Action item: In the lines below, the string "data" may appear; say how many lines hold it and give nothing more.

Extracted material:
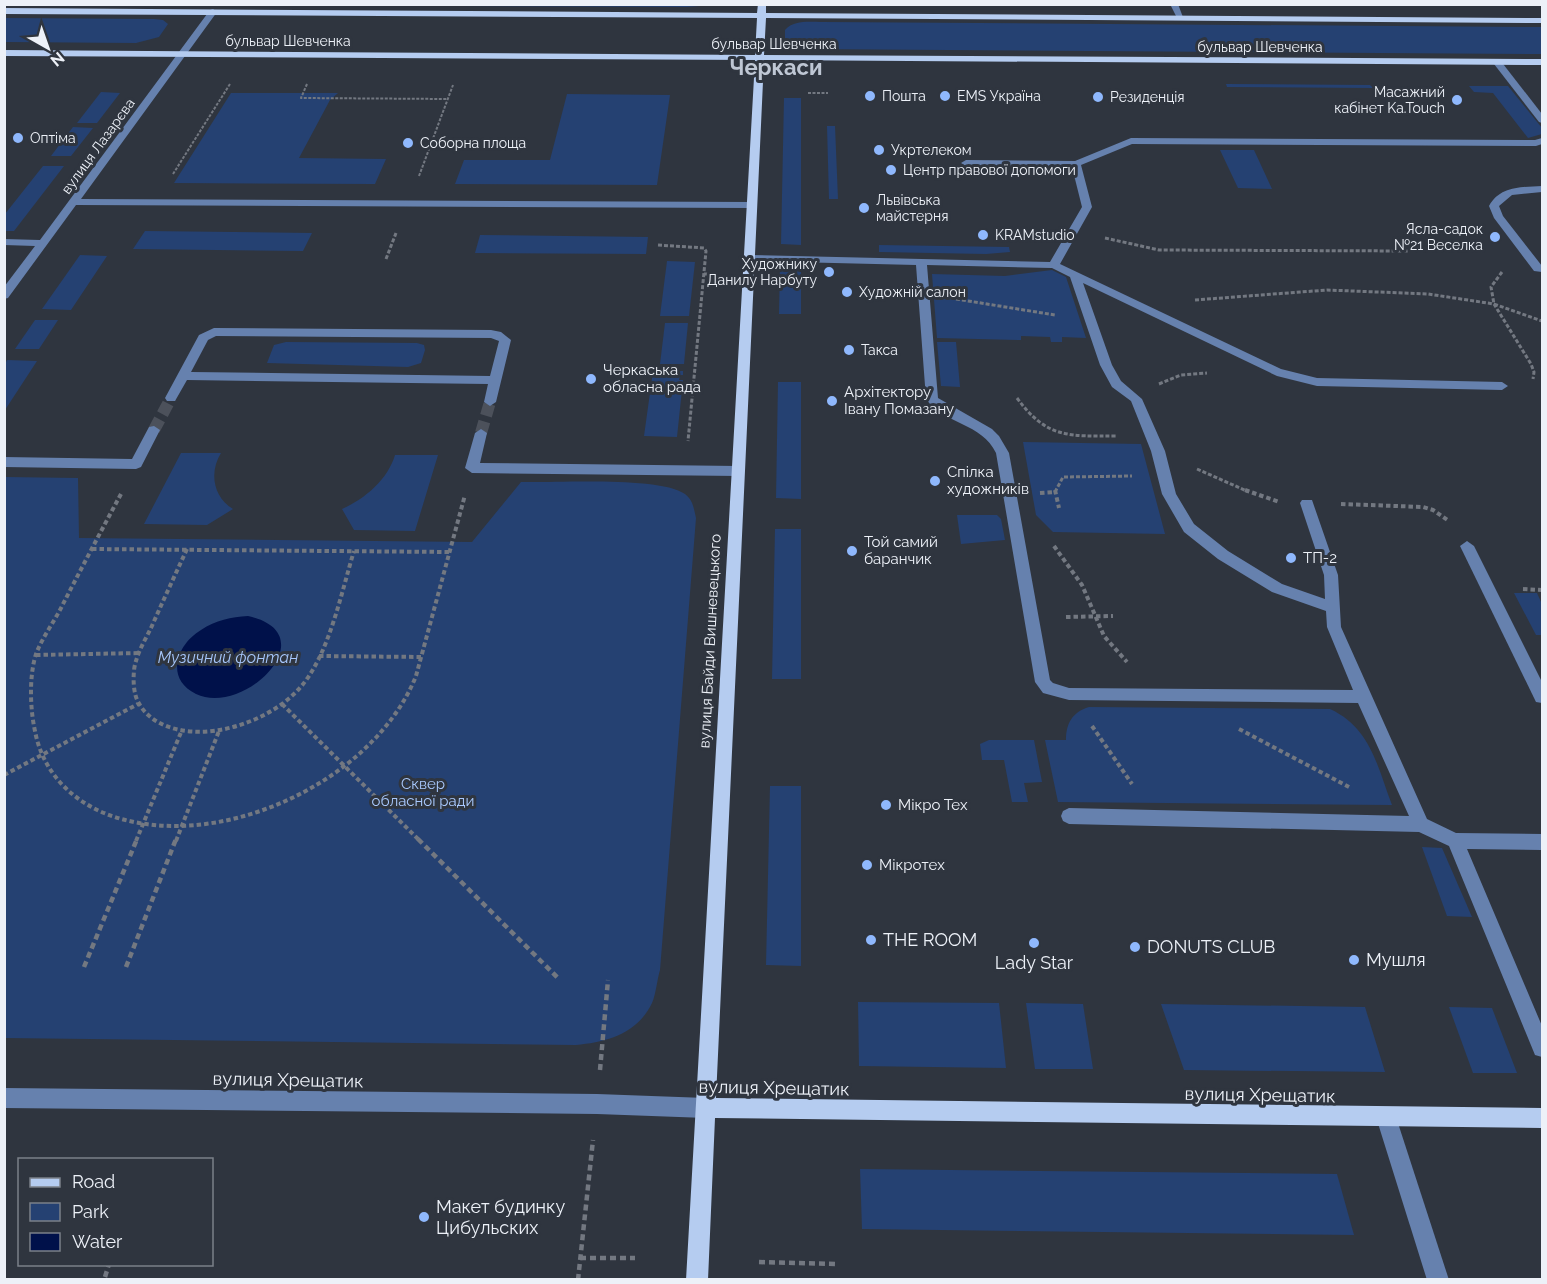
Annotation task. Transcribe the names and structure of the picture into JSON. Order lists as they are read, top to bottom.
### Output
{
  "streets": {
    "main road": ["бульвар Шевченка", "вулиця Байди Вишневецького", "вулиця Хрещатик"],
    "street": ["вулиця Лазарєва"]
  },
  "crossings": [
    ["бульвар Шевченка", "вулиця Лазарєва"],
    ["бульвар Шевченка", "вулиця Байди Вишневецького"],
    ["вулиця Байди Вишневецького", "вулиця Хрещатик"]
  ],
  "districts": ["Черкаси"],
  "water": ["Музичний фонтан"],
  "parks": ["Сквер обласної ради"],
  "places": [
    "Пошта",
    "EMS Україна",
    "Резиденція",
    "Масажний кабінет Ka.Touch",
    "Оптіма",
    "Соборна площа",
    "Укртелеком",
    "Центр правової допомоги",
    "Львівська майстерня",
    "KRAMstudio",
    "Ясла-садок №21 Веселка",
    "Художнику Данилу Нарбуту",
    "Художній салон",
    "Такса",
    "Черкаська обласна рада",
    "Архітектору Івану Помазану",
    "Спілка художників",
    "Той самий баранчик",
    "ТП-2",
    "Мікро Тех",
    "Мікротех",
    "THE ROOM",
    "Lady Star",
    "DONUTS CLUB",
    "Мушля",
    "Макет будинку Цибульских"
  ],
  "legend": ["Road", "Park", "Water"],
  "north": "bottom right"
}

--

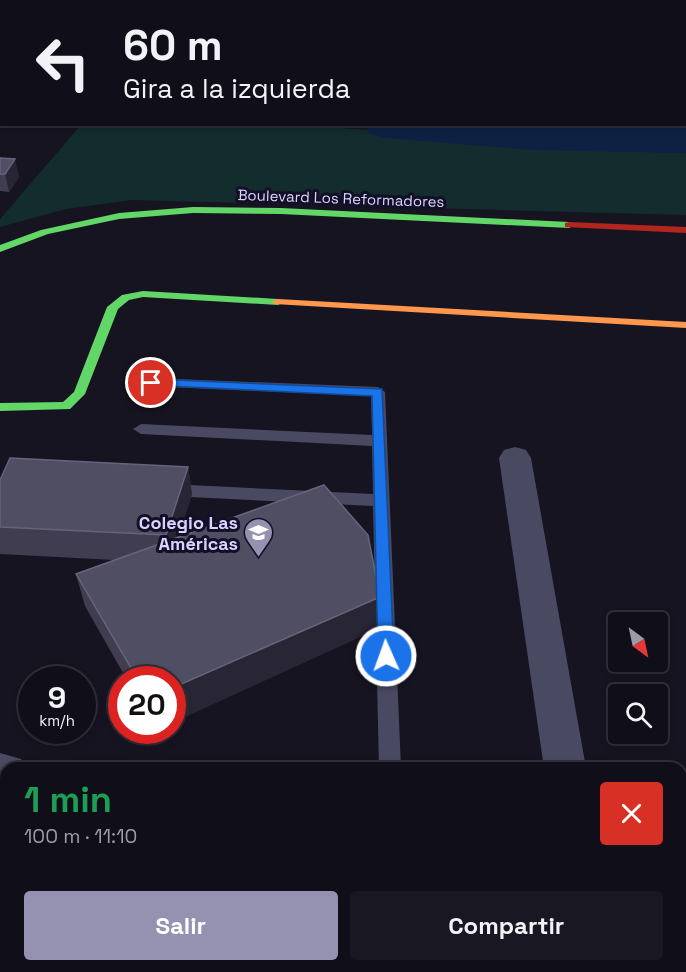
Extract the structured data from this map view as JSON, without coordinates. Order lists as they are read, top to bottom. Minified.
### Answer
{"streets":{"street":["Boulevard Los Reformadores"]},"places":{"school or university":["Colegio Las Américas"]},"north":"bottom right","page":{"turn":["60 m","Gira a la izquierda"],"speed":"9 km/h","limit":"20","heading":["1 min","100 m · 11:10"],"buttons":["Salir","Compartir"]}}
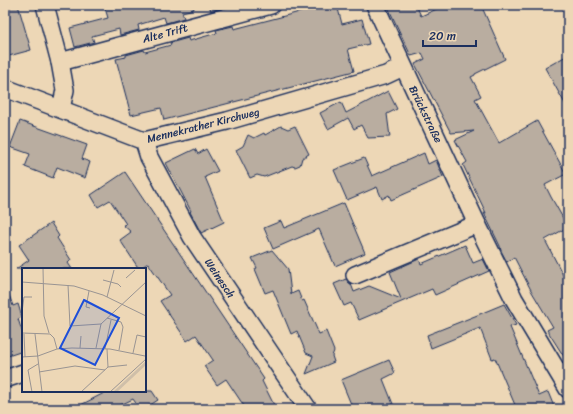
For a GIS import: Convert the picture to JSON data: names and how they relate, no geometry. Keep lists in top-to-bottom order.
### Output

--

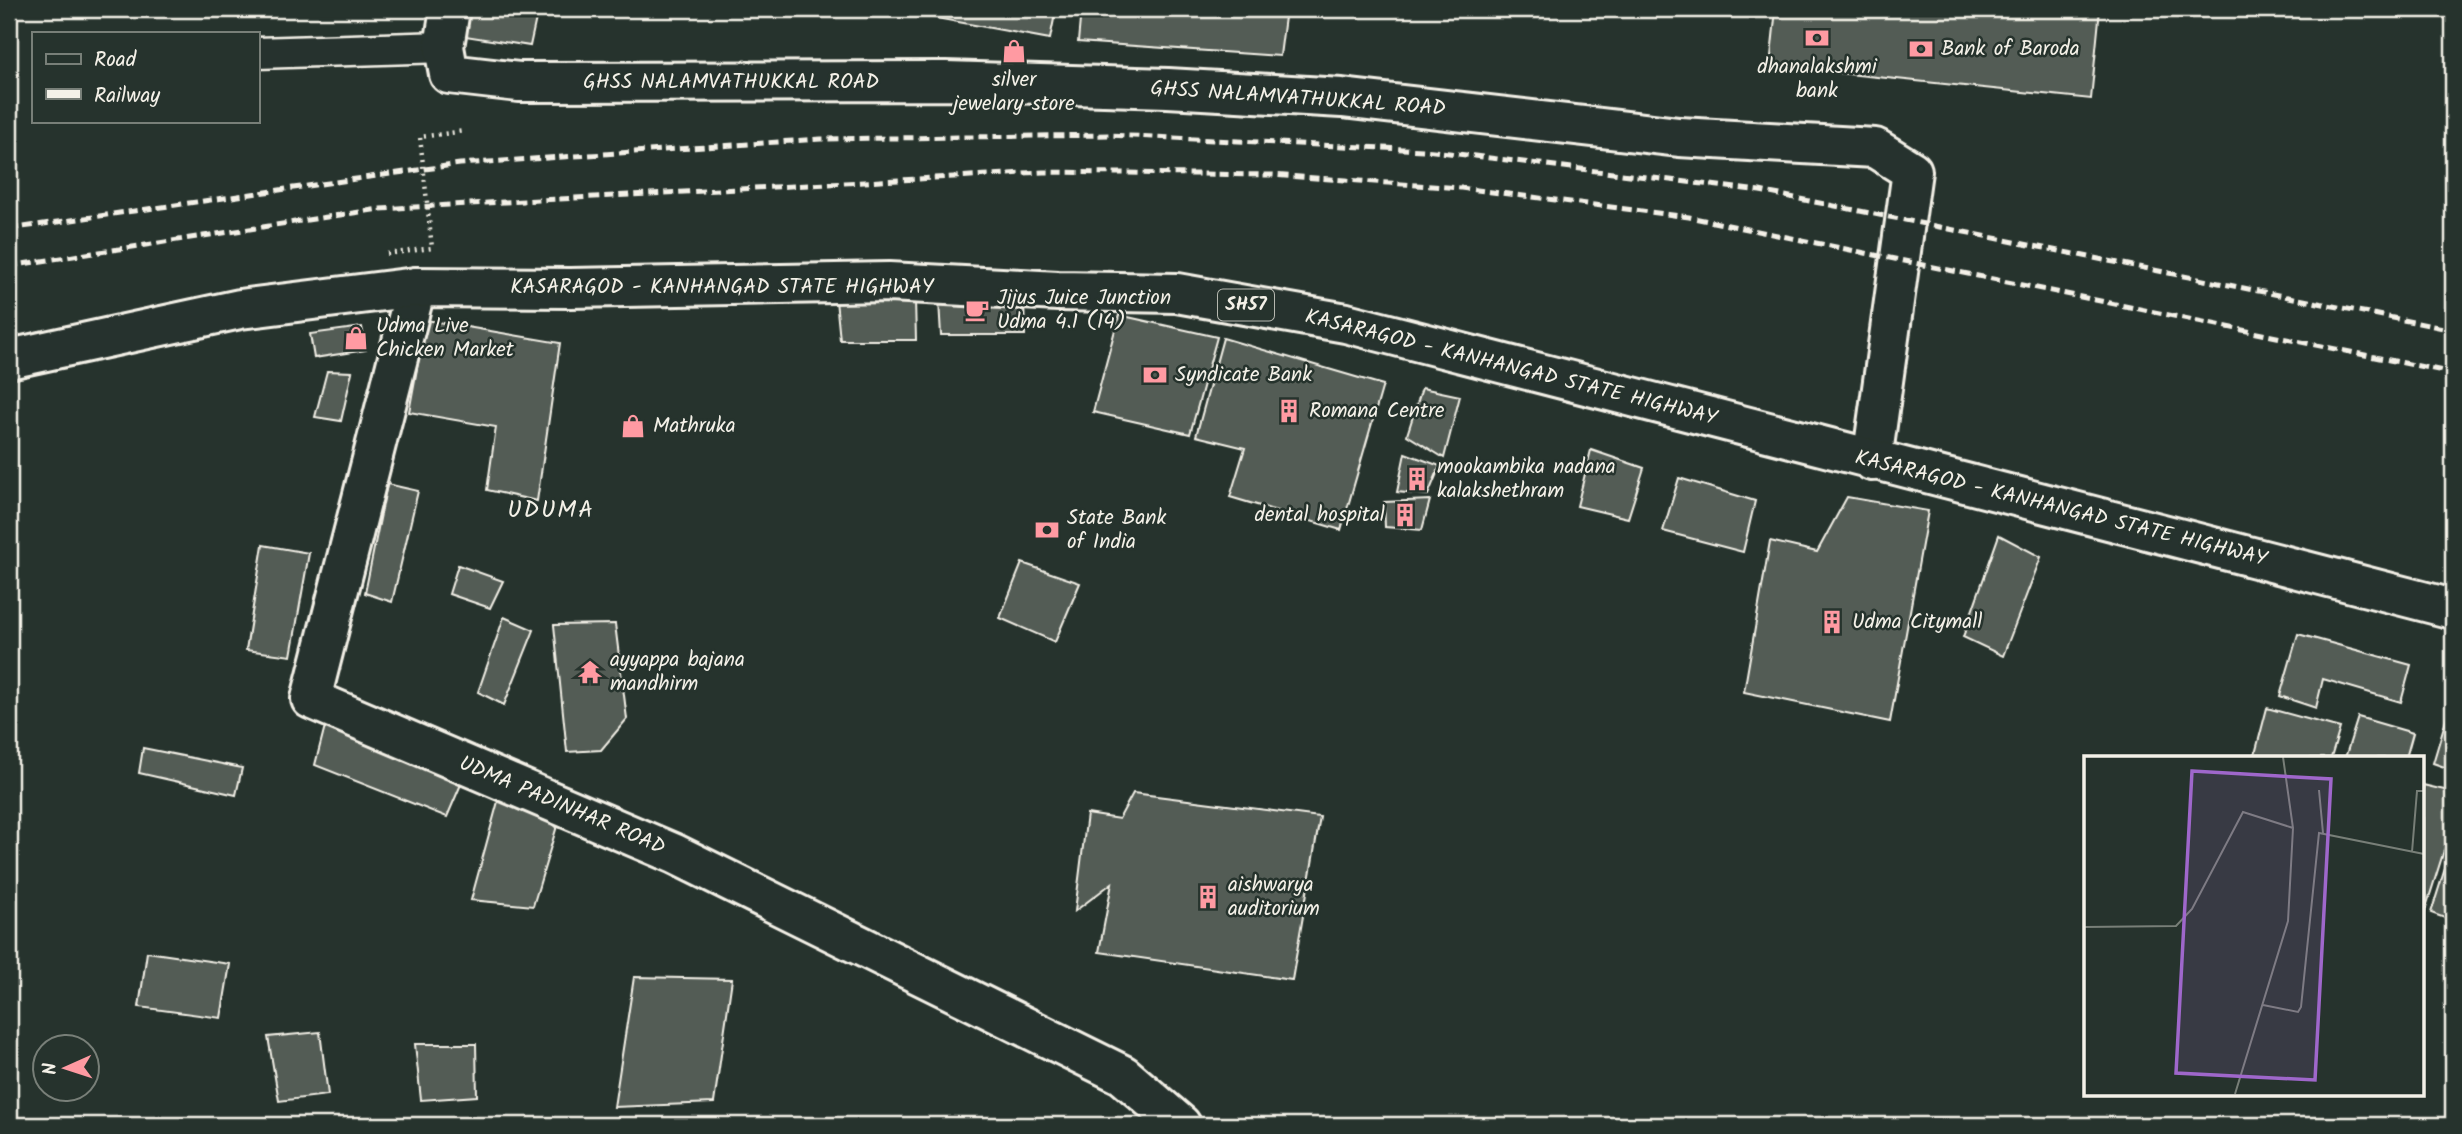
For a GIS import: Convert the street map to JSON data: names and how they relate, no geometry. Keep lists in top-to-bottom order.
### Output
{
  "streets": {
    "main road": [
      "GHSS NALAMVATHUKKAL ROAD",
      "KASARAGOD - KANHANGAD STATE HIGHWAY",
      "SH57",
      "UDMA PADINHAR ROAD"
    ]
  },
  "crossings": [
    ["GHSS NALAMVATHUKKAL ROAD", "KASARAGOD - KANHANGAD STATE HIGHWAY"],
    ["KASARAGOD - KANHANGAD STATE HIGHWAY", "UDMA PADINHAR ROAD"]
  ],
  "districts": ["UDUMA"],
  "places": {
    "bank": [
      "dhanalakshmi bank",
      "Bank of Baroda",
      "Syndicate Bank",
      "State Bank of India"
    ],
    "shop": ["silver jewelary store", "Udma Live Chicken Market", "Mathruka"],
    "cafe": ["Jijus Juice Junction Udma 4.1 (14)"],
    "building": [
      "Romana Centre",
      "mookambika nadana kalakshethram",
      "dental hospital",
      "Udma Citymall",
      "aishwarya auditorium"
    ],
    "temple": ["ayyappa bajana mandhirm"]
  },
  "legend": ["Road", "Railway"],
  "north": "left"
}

Task output: 3